* **HOW TO COMPLETE THIS TASK**: Output a character-exact copy of the data, images removed.

Stored dataset items:
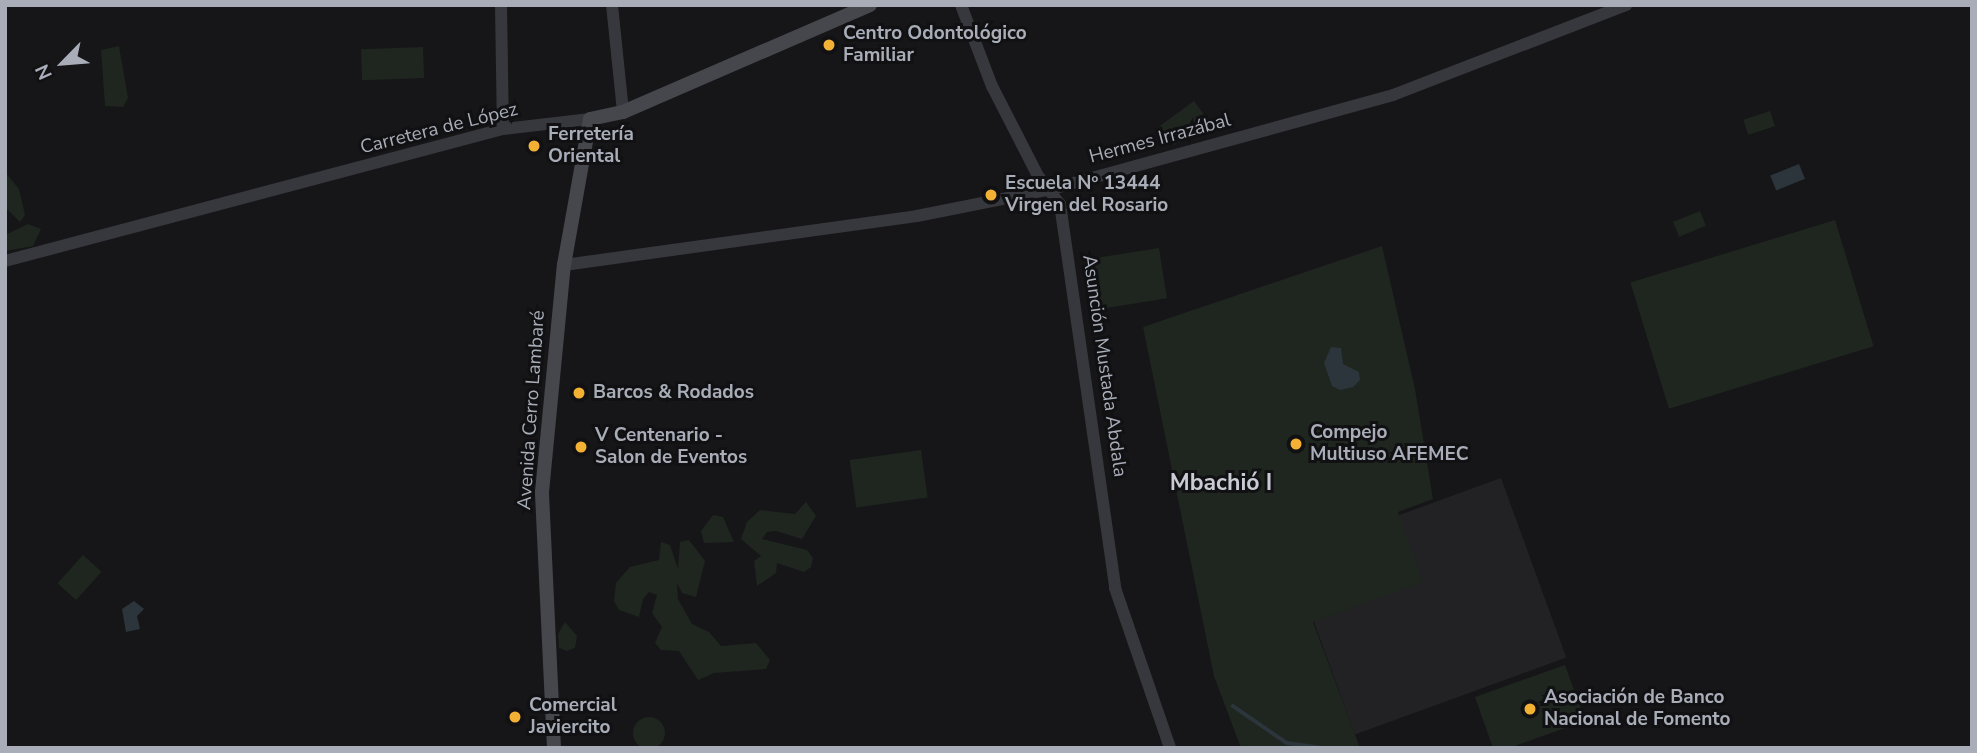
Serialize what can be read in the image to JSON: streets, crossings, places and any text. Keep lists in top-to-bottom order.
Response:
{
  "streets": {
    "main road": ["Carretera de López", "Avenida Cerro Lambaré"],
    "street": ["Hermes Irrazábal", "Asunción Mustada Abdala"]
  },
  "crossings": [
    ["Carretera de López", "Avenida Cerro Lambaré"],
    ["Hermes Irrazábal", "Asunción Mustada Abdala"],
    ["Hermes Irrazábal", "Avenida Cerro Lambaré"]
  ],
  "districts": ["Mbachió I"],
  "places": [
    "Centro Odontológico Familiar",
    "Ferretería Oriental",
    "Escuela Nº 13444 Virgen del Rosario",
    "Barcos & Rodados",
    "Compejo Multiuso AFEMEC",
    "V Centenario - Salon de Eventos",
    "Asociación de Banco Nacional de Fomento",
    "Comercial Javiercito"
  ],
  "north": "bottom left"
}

* **THE COMPLETED TASK**:
Serialize what can be read in the image to JSON: streets, crossings, places and any text. Keep lists in top-to-bottom order.
Response:
{
  "streets": {
    "main road": ["Carretera de López", "Avenida Cerro Lambaré"],
    "street": ["Hermes Irrazábal", "Asunción Mustada Abdala"]
  },
  "crossings": [
    ["Carretera de López", "Avenida Cerro Lambaré"],
    ["Hermes Irrazábal", "Asunción Mustada Abdala"],
    ["Hermes Irrazábal", "Avenida Cerro Lambaré"]
  ],
  "districts": ["Mbachió I"],
  "places": [
    "Centro Odontológico Familiar",
    "Ferretería Oriental",
    "Escuela Nº 13444 Virgen del Rosario",
    "Barcos & Rodados",
    "Compejo Multiuso AFEMEC",
    "V Centenario - Salon de Eventos",
    "Asociación de Banco Nacional de Fomento",
    "Comercial Javiercito"
  ],
  "north": "bottom left"
}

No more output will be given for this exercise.